Jefffrey commented on code in PR #8780:
URL: https://github.com/apache/arrow-datafusion/pull/8780#discussion_r1445268405
##########
datafusion/optimizer/src/simplify_expressions/expr_simplifier.rs:
##########
@@ -224,6 +226,62 @@ impl<S: SimplifyInfo> ExprSimplifier<S> {
}
}
+#[allow(rustdoc::private_intra_doc_links)]
+/// Canonicalize any BinaryExprs that are not in canonical form
+/// <literal> <op> <col> is rewritten to <col> <op> <literal> (remember to
switch the operator)
+/// <col> <op> <literal> is canonical
+/// <col1> <op> <col2> is rewritten so that the name of col1 sorts higher than
col2 (b > a would be canonicalized to a < b)
Review Comment:
Might need to upgrade the docs here, for example remove the `remember to
switch the operator` line (or change it to clarify that operator would be
switched)
##########
datafusion/optimizer/src/simplify_expressions/expr_simplifier.rs:
##########
@@ -224,6 +226,62 @@ impl<S: SimplifyInfo> ExprSimplifier<S> {
}
}
+#[allow(rustdoc::private_intra_doc_links)]

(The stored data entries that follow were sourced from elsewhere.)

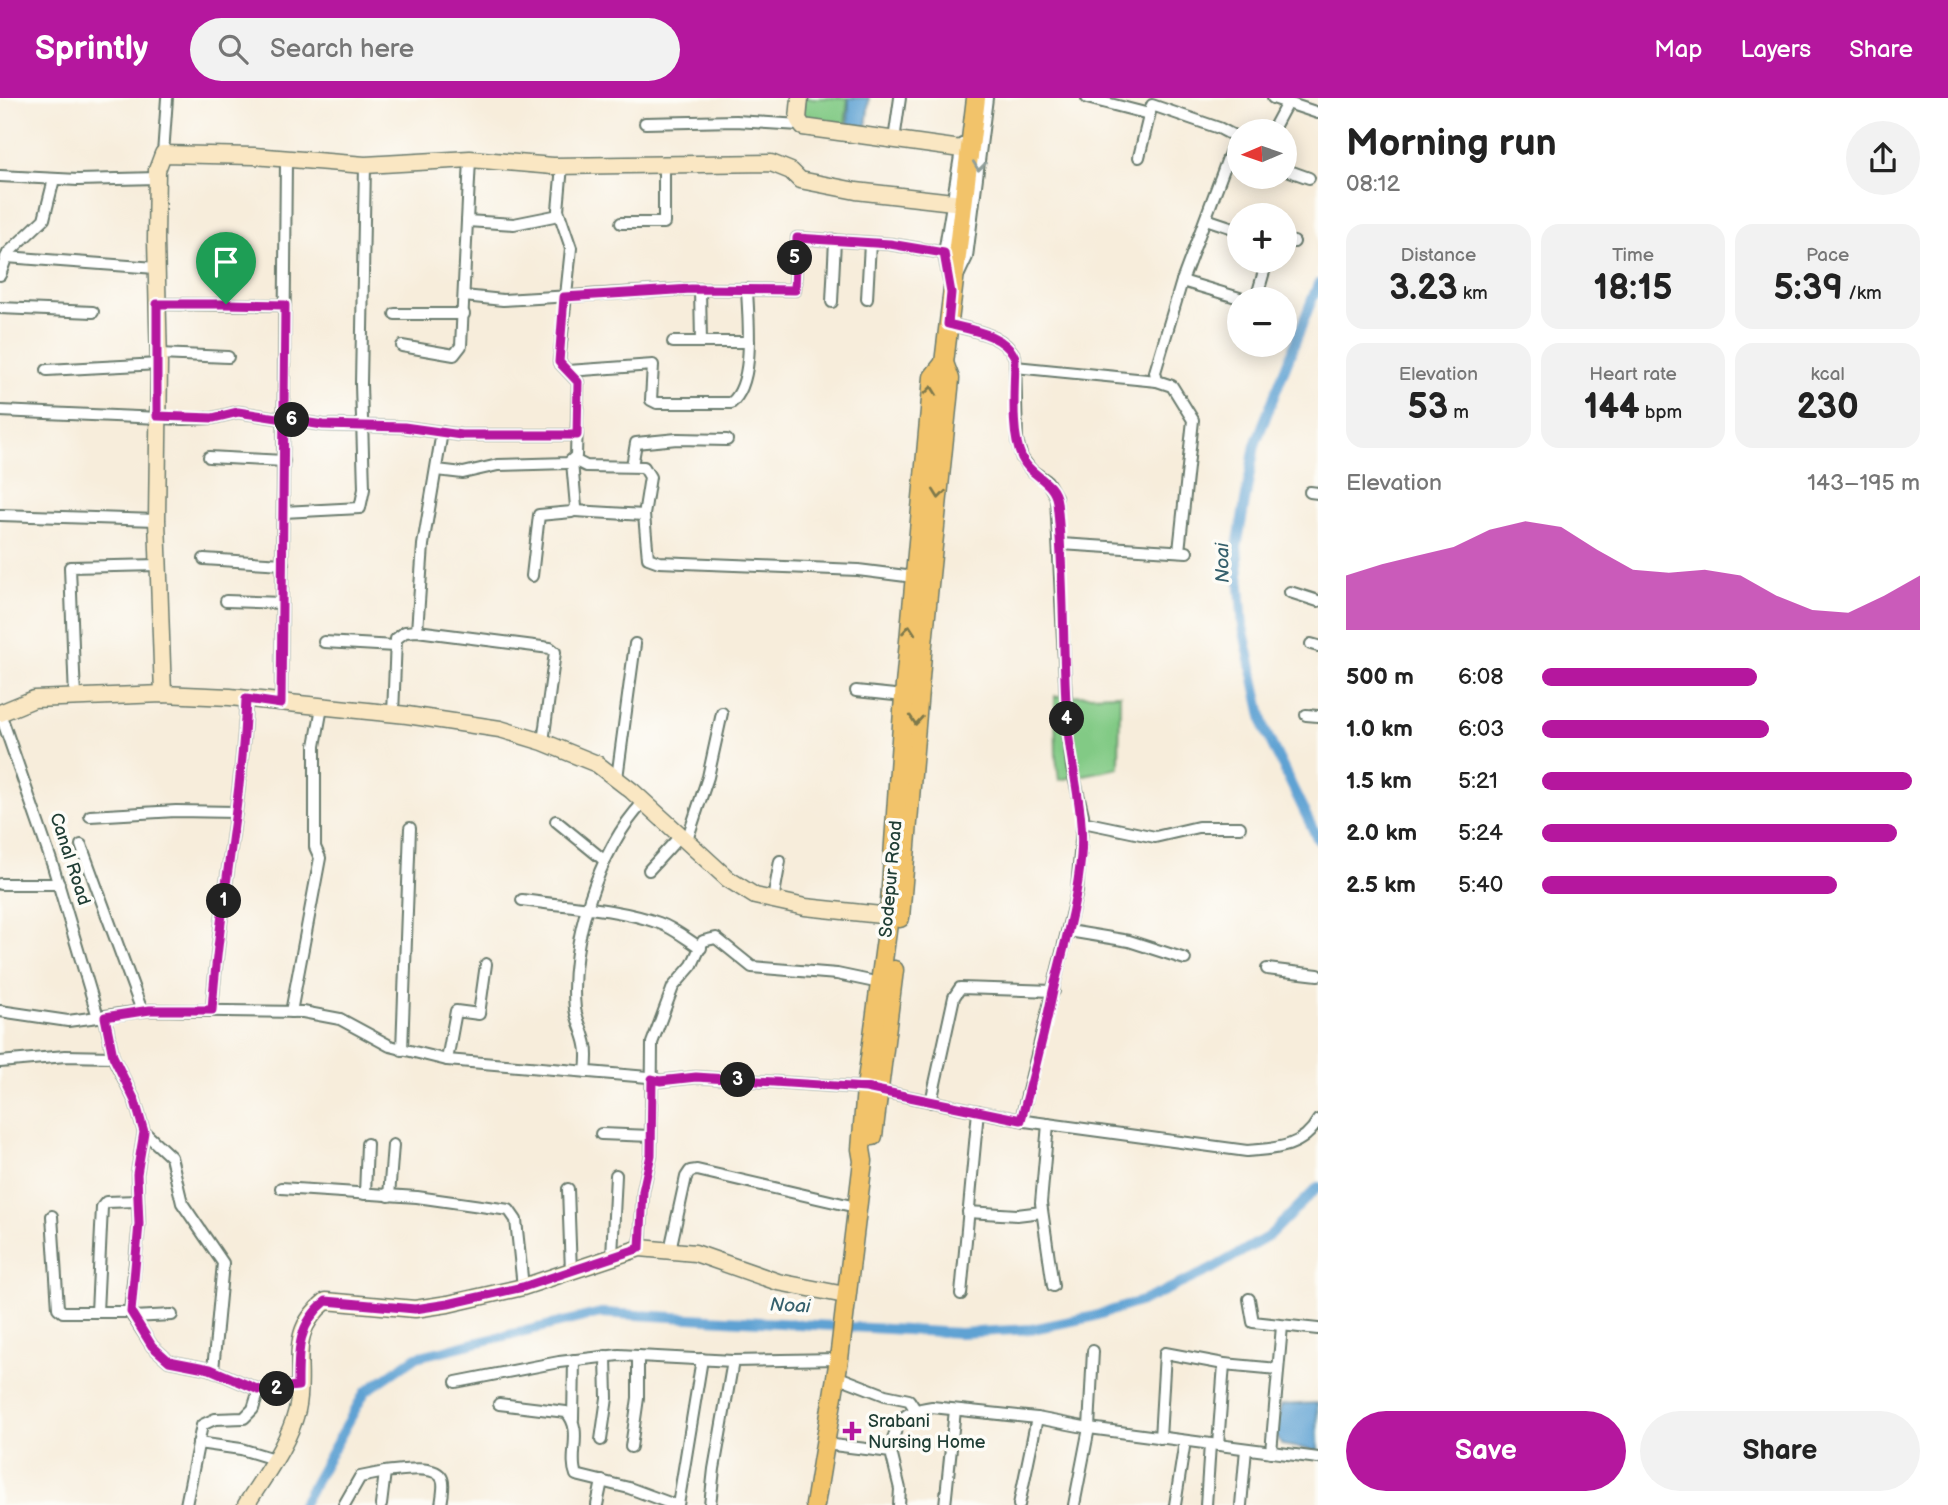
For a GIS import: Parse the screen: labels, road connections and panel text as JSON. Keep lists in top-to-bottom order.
{
  "streets": {
    "main road": ["Sodepur Road"],
    "street": ["Canal Road"]
  },
  "water": ["Noai"],
  "places": {
    "health": ["Srabani Nursing Home"]
  },
  "north": "left",
  "page": {
    "header": "Sprintly",
    "search": "Search here",
    "nav": ["Map", "Layers", "Share"],
    "heading": ["Morning run", "08:12"],
    "map_buttons": ["+", "−"],
    "stats": [
      ["Distance", "3.23 km"],
      ["Time", "18:15"],
      ["Pace", "5:39 /km"],
      ["Elevation", "53 m"],
      ["Heart rate", "144 bpm"],
      ["kcal", "230"]
    ],
    "pins": [
      "5",
      "6",
      "4",
      "1",
      "3",
      "2"
    ],
    "chart": ["Elevation", "143–195 m"],
    "list": [
      {
        "name": "500 m",
        "note": "6:08"
      },
      {
        "name": "1.0 km",
        "note": "6:03"
      },
      {
        "name": "1.5 km",
        "note": "5:21"
      },
      {
        "name": "2.0 km",
        "note": "5:24"
      },
      {
        "name": "2.5 km",
        "note": "5:40"
      }
    ],
    "buttons": ["Save", "Share"]
  }
}
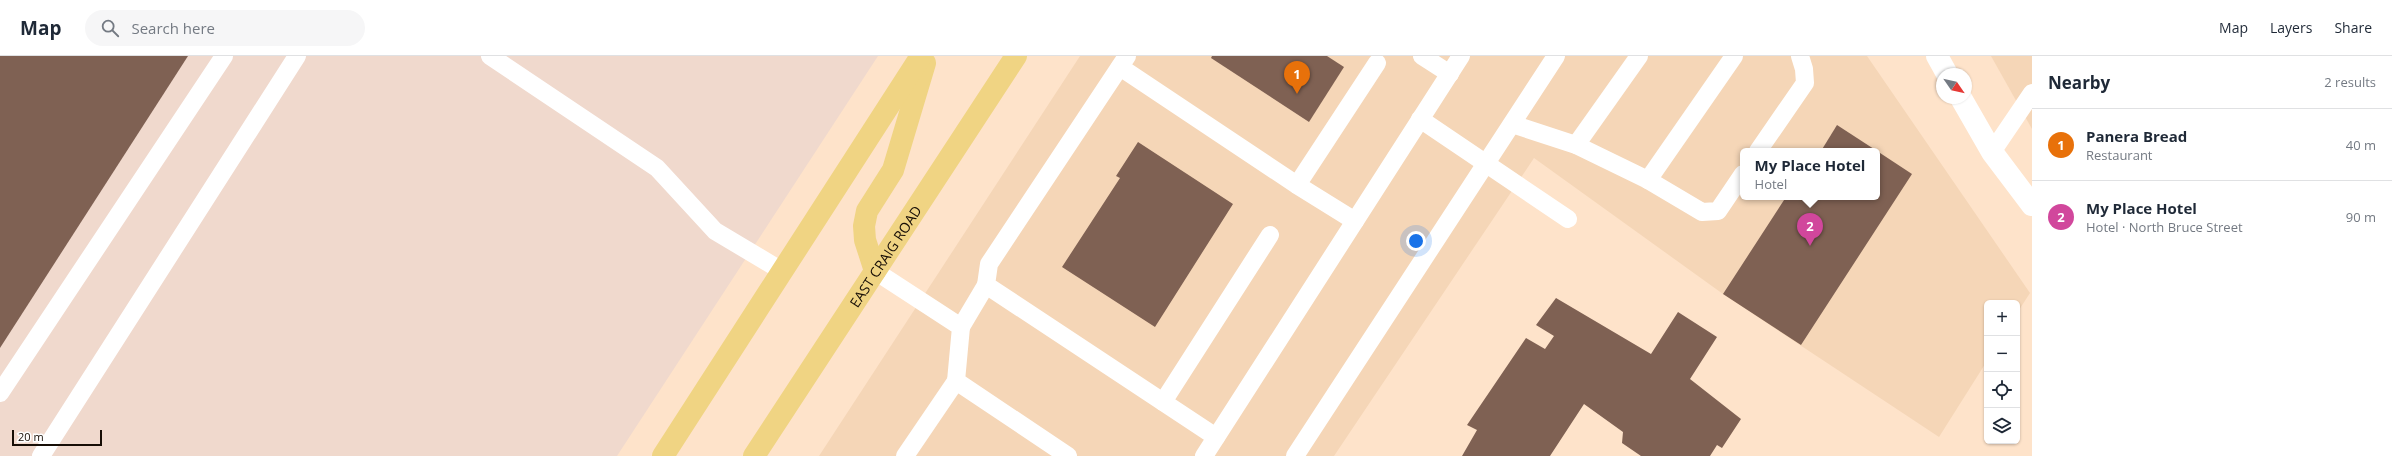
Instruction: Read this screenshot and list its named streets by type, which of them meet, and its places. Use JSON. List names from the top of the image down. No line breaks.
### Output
{"streets":{"main road":["EAST CRAIG ROAD"]},"scale_bar":"20 m","north":"bottom right","page":{"header":"Map","search":"Search here","nav":["Map","Layers","Share"],"heading":["Nearby","2 results"],"pins":["1","2"],"list":[{"mark":"1","name":"Panera Bread","note":"Restaurant","value":"40 m"},{"mark":"2","name":"My Place Hotel","note":"Hotel · North Bruce Street","value":"90 m"}],"popup":["My Place Hotel","Hotel"],"map_buttons":["+","−"],"scale":"20 m"}}
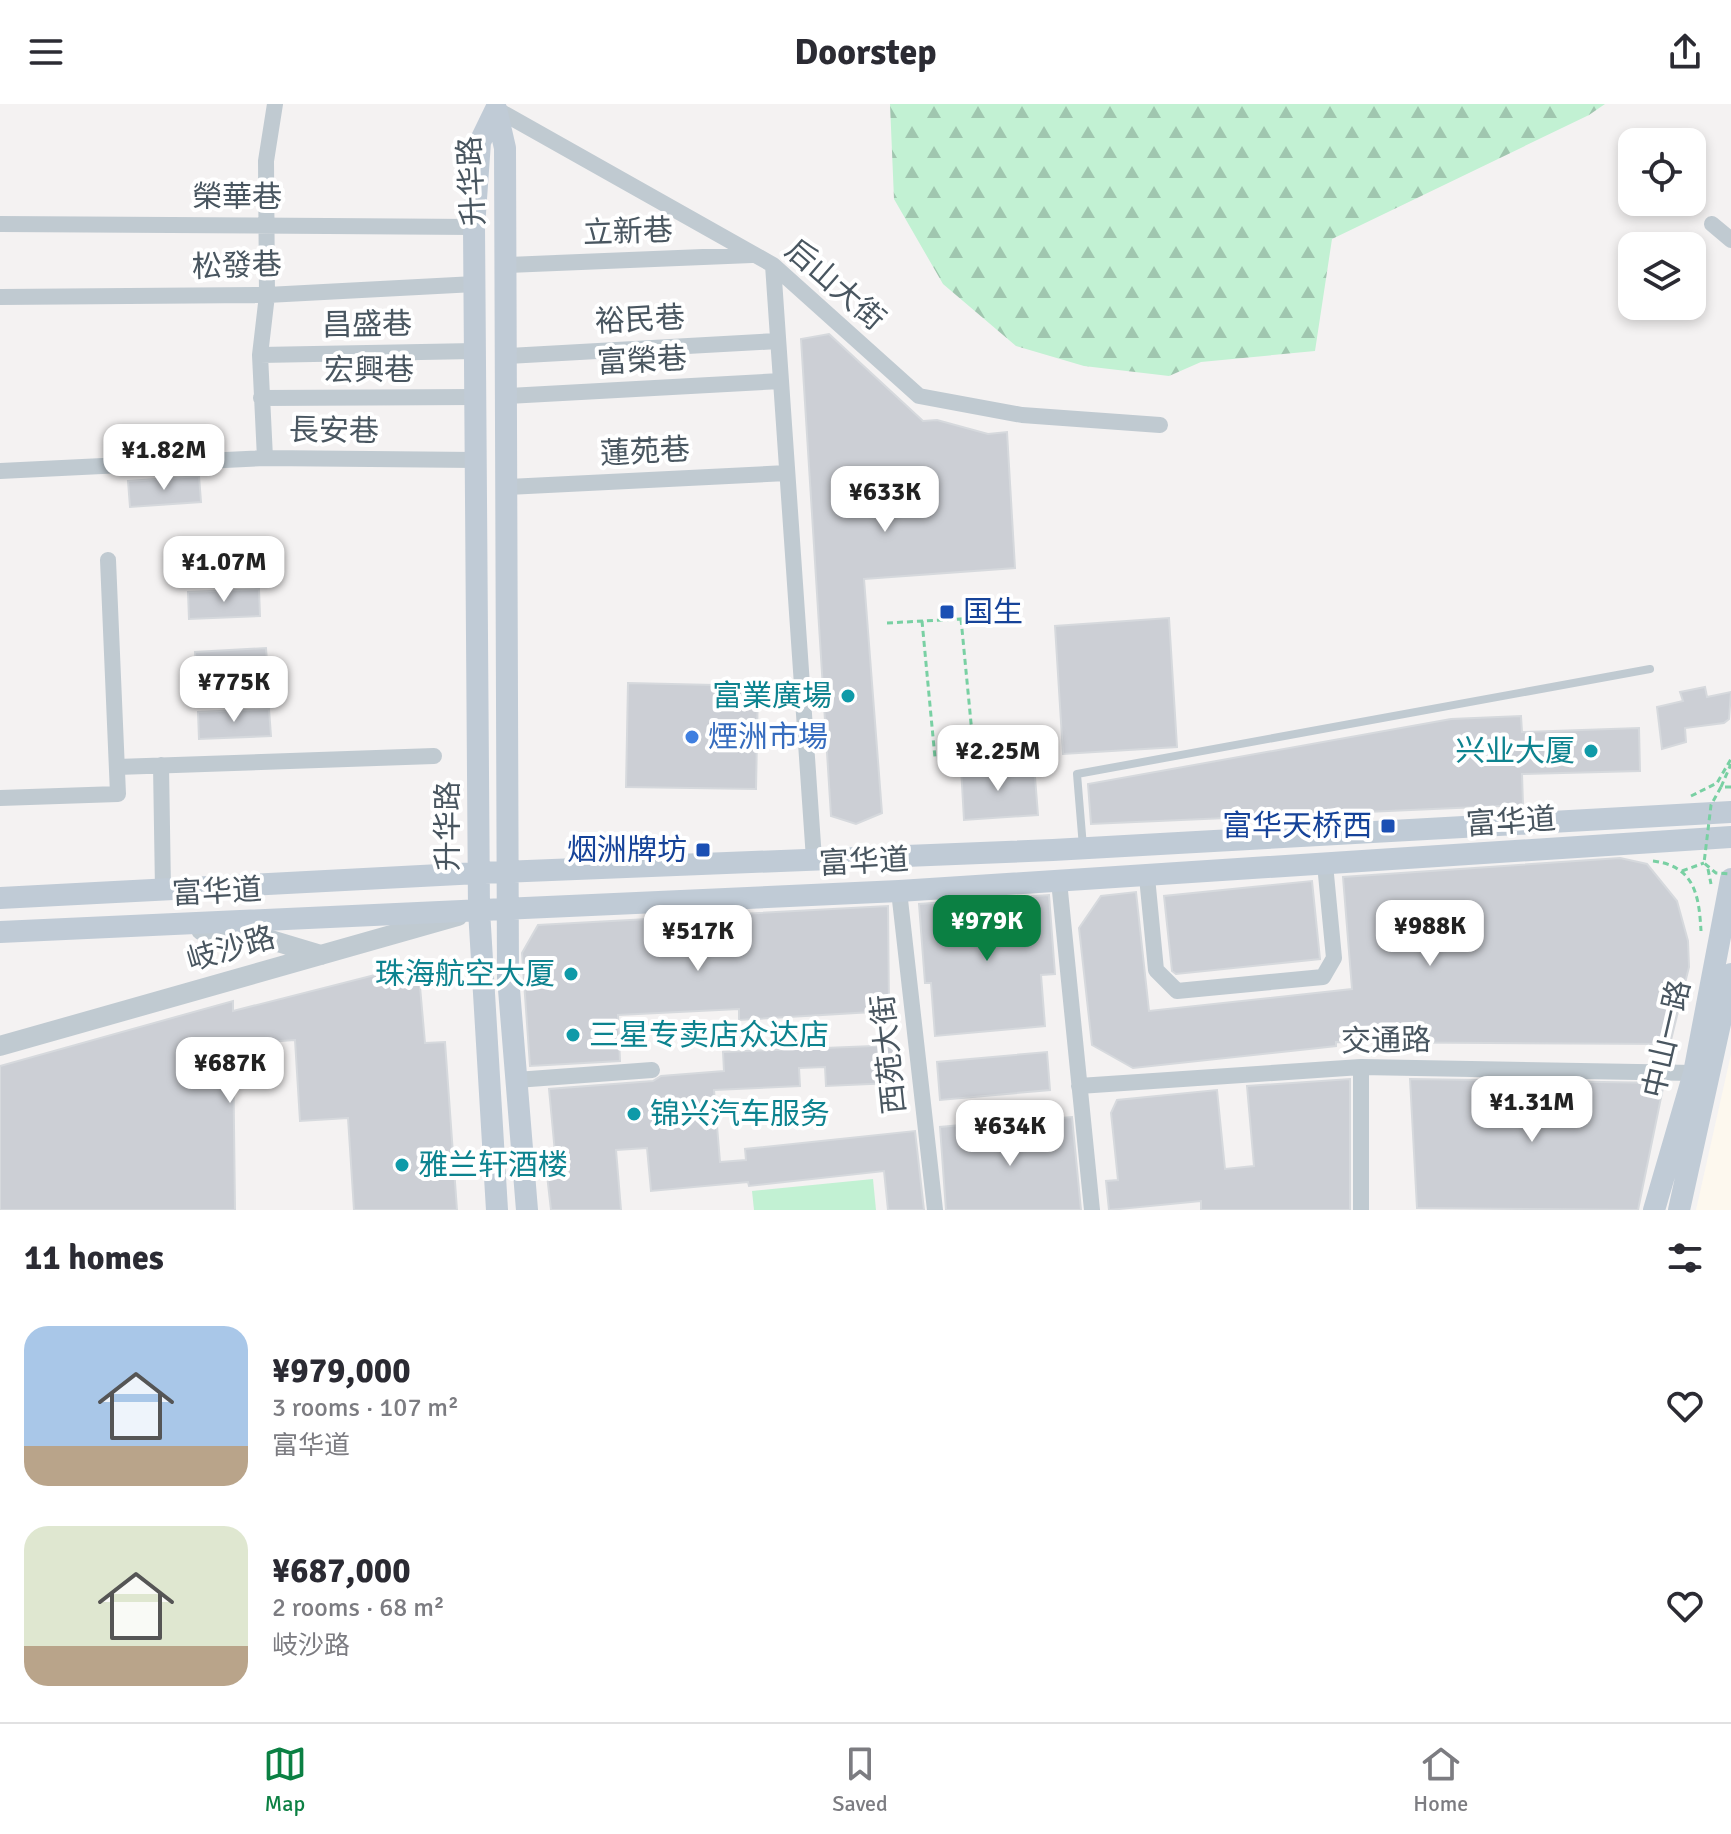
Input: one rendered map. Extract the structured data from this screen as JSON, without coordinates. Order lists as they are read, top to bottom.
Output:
{
  "streets": {
    "main road": ["升华路", "富华道", "中山一路"],
    "street": [
      "榮華巷",
      "立新巷",
      "松發巷",
      "后山大街",
      "裕民巷",
      "昌盛巷",
      "富榮巷",
      "宏興巷",
      "長安巷",
      "蓮苑巷",
      "岐沙路",
      "交通路",
      "西苑大街"
    ]
  },
  "crossings": [
    ["升华路", "榮華巷"],
    ["升华路", "立新巷"],
    ["升华路", "松發巷"],
    ["升华路", "后山大街"],
    ["升华路", "裕民巷"],
    ["升华路", "昌盛巷"],
    ["升华路", "富榮巷"],
    ["升华路", "宏興巷"],
    ["升华路", "長安巷"],
    ["升华路", "蓮苑巷"],
    ["升华路", "富华道"],
    ["升华路", "岐沙路"],
    ["立新巷", "后山大街"],
    ["富华道", "岐沙路"],
    ["富华道", "西苑大街"],
    ["中山一路", "交通路"]
  ],
  "places": {
    "transit": ["国生", "富华天桥西", "烟洲牌坊"],
    "other": [
      "富業廣場",
      "煙洲市場",
      "兴业大厦",
      "珠海航空大厦",
      "三星专卖店众达店",
      "锦兴汽车服务",
      "雅兰轩酒楼"
    ]
  },
  "page": {
    "header": "Doorstep",
    "price": [
      "¥1.82M",
      "¥633K",
      "¥1.07M",
      "¥775K",
      "¥2.25M",
      "¥979K",
      "¥988K",
      "¥517K",
      "¥687K",
      "¥1.31M",
      "¥634K"
    ],
    "heading": "11 homes",
    "list": [
      {
        "name": "¥979,000",
        "note": "3 rooms · 107 m² · 富华道"
      },
      {
        "name": "¥687,000",
        "note": "2 rooms · 68 m² · 岐沙路"
      }
    ],
    "tabs": ["Map", "Saved", "Home"]
  }
}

+/// Canonicalize any BinaryExprs that are not in canonical form
+/// <literal> <op> <col> is rewritten to <col> <op> <literal> (remember to
switch the operator)
+/// <col> <op> <literal> is canonical
+/// <col1> <op> <col2> is rewritten so that the name of col1 sorts higher than
col2 (b > a would be canonicalized to a < b)
+struct Canonicalizer {}
+
+impl Canonicalizer {
+ fn new() -> Self {
+ Self {}
+ }
+}
+
+impl TreeNodeRewriter for Canonicalizer {
+ type N = Expr;
+
+ fn mutate(&mut self, expr: Expr) -> Result<Expr> {
+ if let Expr::BinaryExpr(BinaryExpr { left, op, right }) = expr {
+ // Case 1, <col1> <op> <col2>
+ let mut new_expr = BinaryExpr {
+ left: left.clone(),
+ op: op.clone(),
+ right: right.clone(),
+ };
Review Comment:
I wonder if there is a cleaner way to do this, without having to clone here
(since this will always clone for `Expr;:BinaryExpr` even if we don't end up
swapping)
Could try an approach without relying on mutability of `new_expr`
##########
datafusion/optimizer/src/simplify_expressions/expr_simplifier.rs:
##########
@@ -224,6 +226,62 @@ impl<S: SimplifyInfo> ExprSimplifier<S> {
}
}
+#[allow(rustdoc::private_intra_doc_links)]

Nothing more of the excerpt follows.